For midafternoon, the place is pretty busy. I scan row after row of tables that look like flying saucers, more than half of them full. With a star-painted sky, giant papier-maché craters and aliens and weird lights that glow in ghostly neon, Bruno’s is decorated to feel like you’re eating in outer space. Even the little stage area where Bruno sometimes features local musicians—mostly acoustic guitarists playing quiet, eerie chords—is decked out to look like the moon. Bruno’s Pizza Planet is a junk food joint with extraterrestrial ambitions.

It takes me a moment to spot anybody I know, but then, under the Milky Way, I see her waving me over.

S for Stella. Mystery solved.

I almost spin around and head back outside, not only because I figure that anything to do with Stella Penn means trouble but also because sitting with her at the circular booth in the corner are all the other kids from detention.

But Stella calls to me before I get a chance. “Mo!” she shouts across the room. “We’re all signed up!”

I’m not sure what she means, but her piercing screech temporarily halts the conversations at the other space ships.

“For the
talent show
!” Stella calls, as if it should have been obvious.
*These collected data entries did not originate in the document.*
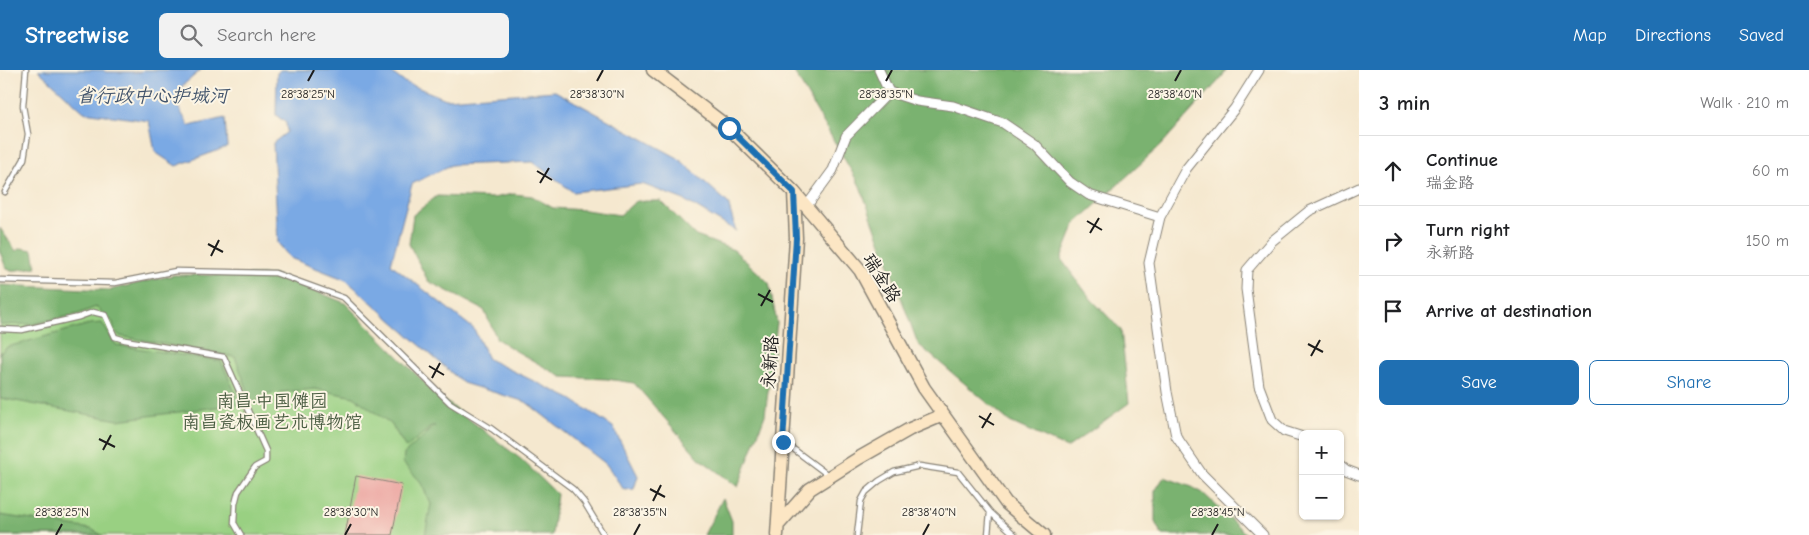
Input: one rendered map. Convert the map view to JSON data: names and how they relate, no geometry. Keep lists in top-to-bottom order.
{
  "streets": {
    "street": ["瑞金路", "永新路"]
  },
  "crossings": [
    ["瑞金路", "永新路"]
  ],
  "water": ["省行政中心护城河"],
  "parks": ["南昌·中国傩园 南昌瓷板画艺术博物馆"],
  "page": {
    "header": "Streetwise",
    "search": "Search here",
    "nav": ["Map", "Directions", "Saved"],
    "heading": ["3 min", "Walk · 210 m"],
    "list": [
      ["Continue", "瑞金路", "60 m"],
      ["Turn right", "永新路", "150 m"],
      "Arrive at destination"
    ],
    "buttons": ["Save", "Share"],
    "map_buttons": ["+", "−"]
  },
  "coordinates": [
    "28°38'25\"N",
    "28°38'30\"N",
    "28°38'35\"N",
    "28°38'40\"N",
    "28°38'45\"N"
  ]
}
That’s when I notice that there’s something different about her appearance today. Then I realize what it is. Her short, spiky hair is no longer black. It’s green. I also notice the Patties sitting at a booth at the opposite end of the room. Patty Norris and Patty Keane are juniors, Ray Beech and Dean Eagler’s girlfriends. They turn and I’m sure they see me but they don’t say hi, even after I wave. It bothers me but I don’t let it show.

I approach Stella’s table as calmly as I can, like meeting up with this unlikely crew is something I do all the time. Sitting next to Stella on one end of the rounded bench is Wen. He’s nodding his head and I’m wondering if he’s in on this with her. Aware that the Patties are probably watching me, I set my backpack by the table but I don’t sit.

“But, Stella,” I say. “We already talked about this. It’s not going to happen.”

“Sure it is. I wrote our names down on the sheet. It’s official.” She takes a sip from a paper cup of what looks like frozen lemonade. “That’s why I asked everyone to come here today. Mrs. Reznik is right. If we’re going to win, we have a lot of work to do.”

I’m not sure how to react. She’s obviously out of her mind.

I glance around the table. Wen is still smiling, but it’s kind of a nervous smile. Charlie is eyeing Stella uneasily as if her head might start spinning at any moment. Olivia just stares at the table like she’s imagining she’s somewhere else.

Stella curls her lip at all the silent faces. “Look, this is our cosmic shot at immortality. The winner of the talent show wins respect, right? Don’t you want that?”

For a few seconds nobody answers. “Well okay, maybe . . . ,” Charlie says finally, as if he’s worried that this green-haired oddity might bite him, “but even if that’s true—and I’m not saying it is or it isn’t—we won’t win. We’re not polished enough.”

“No problem,” says Stella. “All we need is a little experience. Which is why I
also
signed us up for the Halloween Bash.”

This is getting weirder and weirder. “But . . . how did you pull
that
off?” he asks. “How did you get anybody to even
consider
us for the Bash?”

She grins. “It’s amazing what a vice principal will agree to if he thinks his biggest problem student is finally working on something productive. Why don’t you sit?” She levels her gaze at me and points to the empty seat. “Join us.”